Résumé
Nul ne pourrait prétendre aujourd’hui avoir tout lu. Il y eut cependant un temps où une telle prétention était encore possible, juste après l’invention de l’imprimerie. Le cours passe en revue quelques exemples de ces rêves humanistes de bibliothèques parfaites : la Bibliotheca universalis de Conrad Gessner, la Libraria d’Anton Francesco Doni, le Catalogus illustrium virorum Germaniae de Jean Trithème, et l’Illustrium majoris Britanniae scriptorum summarium de John Bale.
Par principe, il n’y a pas de bibliothèque parfaite. Mais le rêve de la bibliothèque parfaite parcourt les siècles, le rêve d’une bibliothèque qui signifierait l’accord entre le monde et l’esprit qui le pense.
« Institut d’orientation énergétique universelle », « organe de restitution destiné à des âmes humaines blessées », « orientation métaphorique dans l’espace et le temps » : ces trois expressions disent assez bien la dimension spirituelle, mystique et cosmique de la bibliothèque Warburg. C’est la totalité de l’expérience mentale qui est reconstituée par la bibliothèque de Warburg, avec une forme en homologie avec la boîte crânienne. On a là une illustration d’une bibliothèque parfaite. Mais confier à la bibliothèque une mission aussi sublime, c’est forcément risquer l’échec. Le rêve de la bibliothèque parfaite risque fort de tourner au cauchemar.
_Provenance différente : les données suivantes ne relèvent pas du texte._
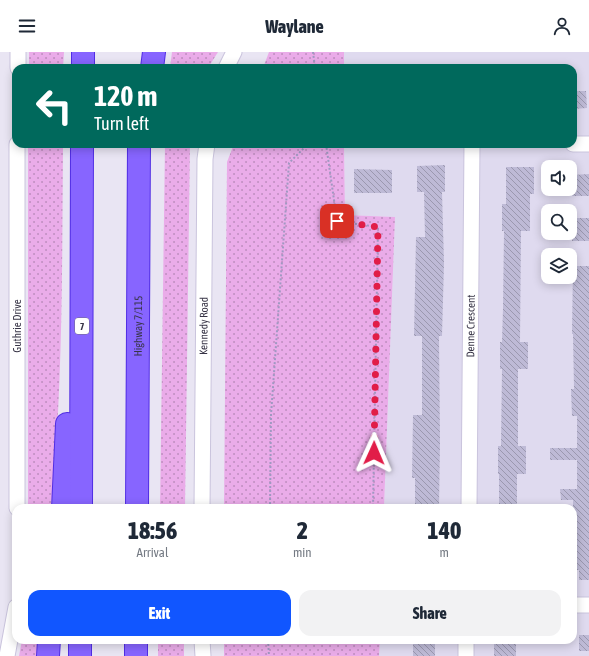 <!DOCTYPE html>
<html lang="en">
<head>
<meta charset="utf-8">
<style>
  :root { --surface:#fff; --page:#f2f2f3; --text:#1f2937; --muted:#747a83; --accent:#1156ff }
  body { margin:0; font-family:"Asap Condensed",sans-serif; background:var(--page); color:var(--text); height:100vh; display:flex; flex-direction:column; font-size:15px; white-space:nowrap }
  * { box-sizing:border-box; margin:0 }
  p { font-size:13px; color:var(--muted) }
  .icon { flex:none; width:22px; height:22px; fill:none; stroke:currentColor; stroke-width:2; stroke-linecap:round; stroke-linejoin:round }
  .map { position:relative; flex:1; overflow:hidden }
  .details { position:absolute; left:12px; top:452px; width:565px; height:140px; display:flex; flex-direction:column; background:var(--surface); border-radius:12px; box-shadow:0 2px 10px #0003 }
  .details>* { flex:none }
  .guide { position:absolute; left:12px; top:12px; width:565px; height:84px; border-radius:12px; box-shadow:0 2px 10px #0003; background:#00695c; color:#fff; overflow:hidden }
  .controls { position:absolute; left:541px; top:108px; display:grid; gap:8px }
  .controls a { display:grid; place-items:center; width:36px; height:36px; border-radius:8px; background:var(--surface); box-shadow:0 2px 10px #0003; font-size:20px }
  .pin { position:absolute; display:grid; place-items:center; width:34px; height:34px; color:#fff; margin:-17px; border-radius:8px; box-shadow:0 2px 6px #0006 }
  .me { position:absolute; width:44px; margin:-22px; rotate:1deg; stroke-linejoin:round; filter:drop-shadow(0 0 3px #0008) }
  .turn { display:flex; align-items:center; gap:14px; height:84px; padding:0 16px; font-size:18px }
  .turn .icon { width:52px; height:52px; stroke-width:2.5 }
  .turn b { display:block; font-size:28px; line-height:34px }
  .eta { display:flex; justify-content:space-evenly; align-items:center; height:68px; text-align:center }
  .eta b { font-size:24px; font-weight:800; line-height:28px }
  .cta { display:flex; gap:8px; margin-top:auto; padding:8px 16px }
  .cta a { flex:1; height:46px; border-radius:12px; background:var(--accent); color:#fff; font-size:16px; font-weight:800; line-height:46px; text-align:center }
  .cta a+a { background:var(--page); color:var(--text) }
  header { display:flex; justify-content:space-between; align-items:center; height:52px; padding:0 16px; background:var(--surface); font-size:18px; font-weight:800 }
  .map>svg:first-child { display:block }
  .residential { fill:#dfdaef; fill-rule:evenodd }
  .grass { fill:url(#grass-dots) }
  .building { fill:url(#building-back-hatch) }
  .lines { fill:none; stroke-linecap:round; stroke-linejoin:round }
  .minor-casing { stroke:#cac4dd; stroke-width:17 }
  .highway-casing { stroke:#512ee4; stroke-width:24 }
  .path { stroke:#a098c2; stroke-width:2; stroke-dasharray:2 2; stroke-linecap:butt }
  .minor { stroke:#fff; stroke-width:15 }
  .highway { stroke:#8765ff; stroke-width:22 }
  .route { stroke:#e11d48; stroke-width:7; stroke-dasharray:0 12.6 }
  .labels { text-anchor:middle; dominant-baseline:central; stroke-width:3; stroke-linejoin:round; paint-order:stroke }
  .shield { fill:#fff; stroke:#73717e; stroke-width:1 }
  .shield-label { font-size:10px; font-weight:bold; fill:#373446 }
  .street-label { font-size:11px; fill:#373446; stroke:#fff }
</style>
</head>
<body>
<header><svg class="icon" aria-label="menu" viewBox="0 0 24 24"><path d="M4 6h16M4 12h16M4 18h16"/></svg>Waylane<svg class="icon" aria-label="person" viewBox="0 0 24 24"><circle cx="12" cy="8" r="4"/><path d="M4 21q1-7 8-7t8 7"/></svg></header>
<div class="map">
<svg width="589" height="604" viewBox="0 0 589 604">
  <defs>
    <pattern id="grass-dots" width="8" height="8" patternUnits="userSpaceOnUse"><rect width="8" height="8" fill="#eaace9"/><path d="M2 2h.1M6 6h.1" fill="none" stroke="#be8dbf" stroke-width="1.8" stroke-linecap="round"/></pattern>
    <pattern id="building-back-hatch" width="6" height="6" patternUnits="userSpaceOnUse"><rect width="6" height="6" fill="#bebad6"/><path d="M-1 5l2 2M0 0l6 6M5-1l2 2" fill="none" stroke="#9b98af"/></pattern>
  </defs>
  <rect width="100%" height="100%" fill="#e9e5f3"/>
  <path class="residential" d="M 344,0 L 589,0 L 589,604 L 379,604 L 380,588 L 573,588 L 573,456 L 384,456 L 395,165 L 345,163 L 344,92 L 573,92 L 573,16 L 344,16 ZM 548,115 L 570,115 L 570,137 L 548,137 ZM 548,159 L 570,159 L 570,181 L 548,181 ZM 548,203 L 570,203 L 570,225 L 548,225 Z"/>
  <g class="grass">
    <path d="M 29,0 L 64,0 L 63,16 L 29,16 Z"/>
    <path d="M 172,0 L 218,0 L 208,16 L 170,16 Z"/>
    <path d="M 269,0 L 344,0 L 344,16 L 263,16 Z"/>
    <path d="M 28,92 L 63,92 C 62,213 63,335 51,456 L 28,456 Z"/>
    <path d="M 165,92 L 190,92 L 185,456 L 160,456 Z"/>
    <path d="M 234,92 L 344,92 L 345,163 L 395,165 L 384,456 L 224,456 L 227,110 Z"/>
    <path d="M 22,588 L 38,588 L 37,604 L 19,604 Z"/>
    <rect x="158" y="588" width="26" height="16"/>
    <path d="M 224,588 L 380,588 L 379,604 L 224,604 Z"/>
  </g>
  <g class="building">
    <path d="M 573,39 L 586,39 L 587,56 L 573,57 Z"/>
    <path d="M 445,113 L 445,140 L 442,140 L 444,211 L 442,284 L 439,284 L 440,390 L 439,456 L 415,456 L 415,426 L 412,426 L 413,363 L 422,363 L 422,284 L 414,284 L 416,185 L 425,185 L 424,140 L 417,140 L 417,114 Z"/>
    <path d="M 506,115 L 534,115 L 534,142 L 530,142 L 530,179 L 521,179 L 520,290 L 528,290 L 528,317 L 518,317 L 518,394 L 526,394 L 526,422 L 517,422 L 517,456 L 499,456 L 499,422 L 498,422 L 498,394 L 501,394 L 502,317 L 500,317 L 500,290 L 502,290 L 503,256 L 504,179 L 502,179 L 502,152 L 506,152 Z"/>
    <path d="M 354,117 L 392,118 L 392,141 L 354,141 Z"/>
    <path d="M 589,122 L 589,144 L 572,144 L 572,123 Z"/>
    <rect x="572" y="166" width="17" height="23"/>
    <path d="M 573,214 L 589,214 L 589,528 L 579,528 L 579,518 L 573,518 L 573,507 L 576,507 L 575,479 L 573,479 L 573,448 L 561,448 L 560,437 L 577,437 L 577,408 L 550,408 L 550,396 L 577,396 L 577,364 L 572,364 L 571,337 L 574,337 L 573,282 L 572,282 Z"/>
    <rect x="579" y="583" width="10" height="16"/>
    <rect x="413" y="588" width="22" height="16"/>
    <rect x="494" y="588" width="22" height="16"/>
  </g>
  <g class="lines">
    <g class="minor-casing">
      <g id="minor">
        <path d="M 18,16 L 18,0"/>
        <path d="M 226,16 L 234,0"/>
        <path d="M 573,92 L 589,92"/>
        <path d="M 17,456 L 17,92"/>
        <path id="s1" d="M 202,456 L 205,107 L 207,92"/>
        <path id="s2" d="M 469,456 L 472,92"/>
        <path d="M 573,553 L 589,553"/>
        <path d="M 202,588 L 203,604"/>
        <path d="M 7,604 L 16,555"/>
        <path d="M 466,604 L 466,588"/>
      </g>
    </g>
    <g class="highway-casing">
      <g id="highway">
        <path d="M 83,16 L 83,0"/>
        <path d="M 152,16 L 154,0"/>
        <path d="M 63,456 L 67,372"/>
        <path d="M 81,456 L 82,92"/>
        <path id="s3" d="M 137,456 L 139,92"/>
        <path d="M 48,604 L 49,588"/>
        <path d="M 80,604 L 80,588"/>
        <path d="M 136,604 L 136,588"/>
      </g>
    </g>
    <g class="path">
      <path d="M 313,0 L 315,16"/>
      <path d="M 326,92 L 337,169 L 378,175 L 373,456"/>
      <path d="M 270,456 L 271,363 L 289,111 L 308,92"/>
      <path d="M 268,588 L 269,604"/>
    </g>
    <use href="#minor" class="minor"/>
    <use href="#highway" class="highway"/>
  </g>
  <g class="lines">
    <path class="route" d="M 337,169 L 378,175 L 374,401"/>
  </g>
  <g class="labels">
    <rect class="shield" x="75" y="266" width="14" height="16" rx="3"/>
    <g class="shield-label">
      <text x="82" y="274">7</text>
    </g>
    <g class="street-label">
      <text transform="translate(17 274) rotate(-90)">Guthrie Drive</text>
      <text stroke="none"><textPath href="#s3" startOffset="182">Highway 7/115</textPath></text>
      <text stroke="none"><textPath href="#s1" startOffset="182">Kennedy Road</textPath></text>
      <text stroke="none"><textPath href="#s2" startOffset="182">Denne Crescent</textPath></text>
    </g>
  </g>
</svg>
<div class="controls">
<a><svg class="icon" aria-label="sound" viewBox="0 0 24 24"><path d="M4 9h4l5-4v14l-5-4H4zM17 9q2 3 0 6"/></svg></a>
<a><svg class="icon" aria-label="search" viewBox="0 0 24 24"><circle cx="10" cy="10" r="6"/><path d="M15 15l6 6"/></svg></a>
<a><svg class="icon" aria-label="layers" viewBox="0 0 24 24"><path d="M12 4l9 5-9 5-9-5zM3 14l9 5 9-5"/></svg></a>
</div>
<div class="pin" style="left:337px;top:169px;background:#d93025"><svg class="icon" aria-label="arrive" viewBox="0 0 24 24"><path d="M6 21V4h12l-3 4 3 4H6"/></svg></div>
<svg class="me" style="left:374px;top:401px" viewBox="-20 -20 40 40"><path d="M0-17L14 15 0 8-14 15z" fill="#e11d48" stroke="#fff" stroke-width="4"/></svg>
<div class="guide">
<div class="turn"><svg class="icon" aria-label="left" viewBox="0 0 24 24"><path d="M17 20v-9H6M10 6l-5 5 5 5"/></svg><div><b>120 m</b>Turn left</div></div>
</div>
<section class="details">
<div class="eta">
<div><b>18:56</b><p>Arrival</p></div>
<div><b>2</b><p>min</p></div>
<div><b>140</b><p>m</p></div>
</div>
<div class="cta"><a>Exit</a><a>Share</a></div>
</section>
</div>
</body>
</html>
La frontière est ténue entre le rêve et le cauchemar. Le cas le plus illustre de ce cauchemar de la bibliothèque totale, c’est celui que propose Borges dans « La Bibliothèque de Babel », une bibliothèque rendue monstrueuse par la tyrannie des chiffres. La Bibliothèque de Babel est un cauchemar pour deux raisons : d’une part, parce que les nombres s’y multiplient au-delà du raisonnable et, d’autre part, parce que cette bibliothèque n’est pas ordonnée ; elle n’est pas classée. Par ailleurs, elle pose des problèmes d’ordre métaphysique.